WHAT TO PRODUCE
Do not repeat pictures. Repeat exactly the lines of the listing below from its first line through the line with "flex:none; width:28px; height:28px;".
=== DATASET ===
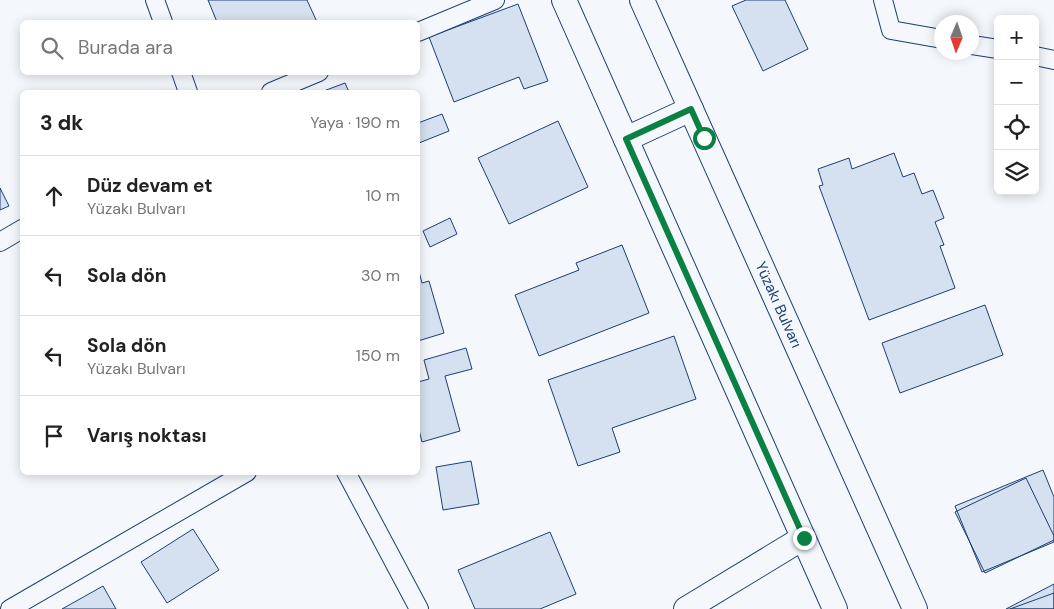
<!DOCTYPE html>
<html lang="tr">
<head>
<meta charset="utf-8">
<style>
	:root { --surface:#fff; --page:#f6f6f6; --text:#222; --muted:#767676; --line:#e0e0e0 }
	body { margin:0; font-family:"DM Sans",sans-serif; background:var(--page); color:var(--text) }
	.controls { position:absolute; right:15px; top:15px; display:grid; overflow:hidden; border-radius:8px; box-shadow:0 2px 12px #0003 }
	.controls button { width:45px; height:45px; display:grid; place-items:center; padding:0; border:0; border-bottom:1px solid var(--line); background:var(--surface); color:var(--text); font:25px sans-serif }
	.compass { position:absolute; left:934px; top:15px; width:45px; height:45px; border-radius:50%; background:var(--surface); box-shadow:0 2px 12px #0003; rotate:182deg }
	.stop { position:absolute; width:15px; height:15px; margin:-11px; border:4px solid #0b8043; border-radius:50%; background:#fff }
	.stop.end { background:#0b8043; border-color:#fff; box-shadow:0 1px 5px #0008 }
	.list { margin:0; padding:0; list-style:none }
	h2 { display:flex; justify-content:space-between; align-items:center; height:65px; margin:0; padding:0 20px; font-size:21px }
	h2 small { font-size:16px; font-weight:400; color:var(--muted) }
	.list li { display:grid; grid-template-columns:32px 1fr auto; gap:15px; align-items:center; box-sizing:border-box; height:80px; padding:0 20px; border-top:1px solid var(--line) }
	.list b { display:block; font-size:19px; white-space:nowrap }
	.list p { margin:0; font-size:16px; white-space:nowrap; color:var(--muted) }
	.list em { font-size:16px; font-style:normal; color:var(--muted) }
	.icon { flex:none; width:28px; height:28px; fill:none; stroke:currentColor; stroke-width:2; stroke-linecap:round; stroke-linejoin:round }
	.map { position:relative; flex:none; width:1054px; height:609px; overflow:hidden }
	.search { position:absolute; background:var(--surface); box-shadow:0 2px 12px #0003; left:20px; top:20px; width:400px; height:55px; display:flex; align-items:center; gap:12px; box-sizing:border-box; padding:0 18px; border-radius:8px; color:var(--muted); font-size:19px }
	.panel { position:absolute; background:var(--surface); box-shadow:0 2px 12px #0003; left:20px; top:90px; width:400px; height:385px; border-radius:8px }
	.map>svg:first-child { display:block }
	.building { fill:#d5e0f0; stroke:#1d3f73 }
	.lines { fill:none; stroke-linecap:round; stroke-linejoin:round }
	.street-casing { stroke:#1d3f73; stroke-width:20 }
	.secondary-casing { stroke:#1d3f73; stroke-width:26 }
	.street { stroke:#f4f7fb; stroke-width:18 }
	.secondary { stroke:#f4f7fb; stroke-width:24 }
	.route { stroke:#0b8043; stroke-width:6 }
	.labels { text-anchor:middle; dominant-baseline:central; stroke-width:4; stroke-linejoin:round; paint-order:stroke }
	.street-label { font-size:15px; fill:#1d3f73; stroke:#f4f7fb }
</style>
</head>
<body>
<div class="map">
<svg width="1054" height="609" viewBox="0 0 1054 609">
	<rect width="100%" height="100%" fill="#f4f7fb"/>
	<path class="building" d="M208,0h99l10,22h-100z
		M746,0h39l23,49 -45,22 -31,-65z
		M518,4l30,77 -24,8 -5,-12 -65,25 -25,-65z
		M345,83l4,9h-28z
		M442,114l7,17 -30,12 -1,-3v-17z
		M558,121l30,66 -79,37 -31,-66z
		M894,153l9,24 11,-4 8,21 11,-4 11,28 -9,4 9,23 -4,1 15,42 -86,32 -50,-134 4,-1 -5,-16 31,-11 3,11z
		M0,188l9,18 -9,4z
		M450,218l7,16 -27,13 -7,-16z
		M622,245l27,68 -110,43 -24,-61 64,-25 -3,-7z
		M418,268l4,15 7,-2 15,52 -26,8z
		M985,305l18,50 -103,38 -18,-50z
		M674,336l22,63 -84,29 8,24 -42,14 -30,-86z
		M466,348l6,21 -27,7 15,55 -38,11 -4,-16v-44l11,-3 -5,-19z
		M471,461l8,43 -36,6 -7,-43z
		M1043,470l11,27v45l-72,30 -27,-66z
		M1026,478l28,58v4l-69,33 -30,-61z
		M193,529l26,41 -52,33 -26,-41z
		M550,532l26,62 -36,15h-65l-17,-39z
		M1054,584v25h-48z
		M103,586l13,23h-54z
		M1054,593v16h-44z"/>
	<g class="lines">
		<g class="street-casing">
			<path id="street" d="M155,0l8,22
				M883,0l8,30 51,9
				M418,32l77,-32
				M972,45l26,4
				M1035,56l19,4
				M181,72l7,20
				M271,92l48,-20
				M0,242l22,-13
				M346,472l73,137
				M10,609l237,-137"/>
		</g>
		<g class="secondary-casing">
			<g id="secondary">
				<path d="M564,0l271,609"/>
				<path id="s1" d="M642,0l273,609"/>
				<path d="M626,139l65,-30"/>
				<path d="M686,609l117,-71"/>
			</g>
		</g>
		<use href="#street" class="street"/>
		<use href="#secondary" class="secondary"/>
	</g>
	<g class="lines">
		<path class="route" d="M704,138l-13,-29 -65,30 178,399"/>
	</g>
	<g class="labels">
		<g class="street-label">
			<text stroke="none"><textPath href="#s1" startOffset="334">Yüzakı Bulvarı</textPath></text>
		</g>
	</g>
</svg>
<div class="controls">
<button>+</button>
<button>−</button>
<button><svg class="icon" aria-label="locate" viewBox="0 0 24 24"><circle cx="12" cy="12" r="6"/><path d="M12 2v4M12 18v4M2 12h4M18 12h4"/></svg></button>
<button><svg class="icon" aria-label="layers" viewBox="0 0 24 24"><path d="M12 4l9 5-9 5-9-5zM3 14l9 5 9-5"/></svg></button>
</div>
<svg class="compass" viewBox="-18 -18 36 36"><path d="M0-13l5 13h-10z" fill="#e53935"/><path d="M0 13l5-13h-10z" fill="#767676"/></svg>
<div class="stop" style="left:704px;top:138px"></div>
<div class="stop end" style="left:804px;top:538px"></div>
<div class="search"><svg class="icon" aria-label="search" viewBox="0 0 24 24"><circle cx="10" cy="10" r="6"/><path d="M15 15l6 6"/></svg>Burada ara</div>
<section class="panel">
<h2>3 dk<small>Yaya · 190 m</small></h2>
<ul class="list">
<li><svg class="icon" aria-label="ahead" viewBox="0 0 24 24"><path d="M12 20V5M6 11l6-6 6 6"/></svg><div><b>Düz devam et</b><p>Yüzakı Bulvarı</p></div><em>10 m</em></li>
<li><svg class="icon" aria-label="left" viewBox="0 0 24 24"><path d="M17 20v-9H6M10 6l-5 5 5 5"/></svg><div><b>Sola dön</b></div><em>30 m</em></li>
<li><svg class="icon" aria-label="left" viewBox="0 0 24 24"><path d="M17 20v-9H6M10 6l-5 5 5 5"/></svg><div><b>Sola dön</b><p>Yüzakı Bulvarı</p></div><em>150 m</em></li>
<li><svg class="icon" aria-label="arrive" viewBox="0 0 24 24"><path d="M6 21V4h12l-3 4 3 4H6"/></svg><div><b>Varış noktası</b></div></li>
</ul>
</section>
</div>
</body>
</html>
===
ANSWER SECTION
<!DOCTYPE html>
<html lang="tr">
<head>
<meta charset="utf-8">
<style>
	:root { --surface:#fff; --page:#f6f6f6; --text:#222; --muted:#767676; --line:#e0e0e0 }
	body { margin:0; font-family:"DM Sans",sans-serif; background:var(--page); color:var(--text) }
	.controls { position:absolute; right:15px; top:15px; display:grid; overflow:hidden; border-radius:8px; box-shadow:0 2px 12px #0003 }
	.controls button { width:45px; height:45px; display:grid; place-items:center; padding:0; border:0; border-bottom:1px solid var(--line); background:var(--surface); color:var(--text); font:25px sans-serif }
	.compass { position:absolute; left:934px; top:15px; width:45px; height:45px; border-radius:50%; background:var(--surface); box-shadow:0 2px 12px #0003; rotate:182deg }
	.stop { position:absolute; width:15px; height:15px; margin:-11px; border:4px solid #0b8043; border-radius:50%; background:#fff }
	.stop.end { background:#0b8043; border-color:#fff; box-shadow:0 1px 5px #0008 }
	.list { margin:0; padding:0; list-style:none }
	h2 { display:flex; justify-content:space-between; align-items:center; height:65px; margin:0; padding:0 20px; font-size:21px }
	h2 small { font-size:16px; font-weight:400; color:var(--muted) }
	.list li { display:grid; grid-template-columns:32px 1fr auto; gap:15px; align-items:center; box-sizing:border-box; height:80px; padding:0 20px; border-top:1px solid var(--line) }
	.list b { display:block; font-size:19px; white-space:nowrap }
	.list p { margin:0; font-size:16px; white-space:nowrap; color:var(--muted) }
	.list em { font-size:16px; font-style:normal; color:var(--muted) }
	.icon { flex:none; width:28px; height:28px; fill:none; stroke:currentColor; stroke-width:2; stroke-linecap:round; stroke-linejoin:round }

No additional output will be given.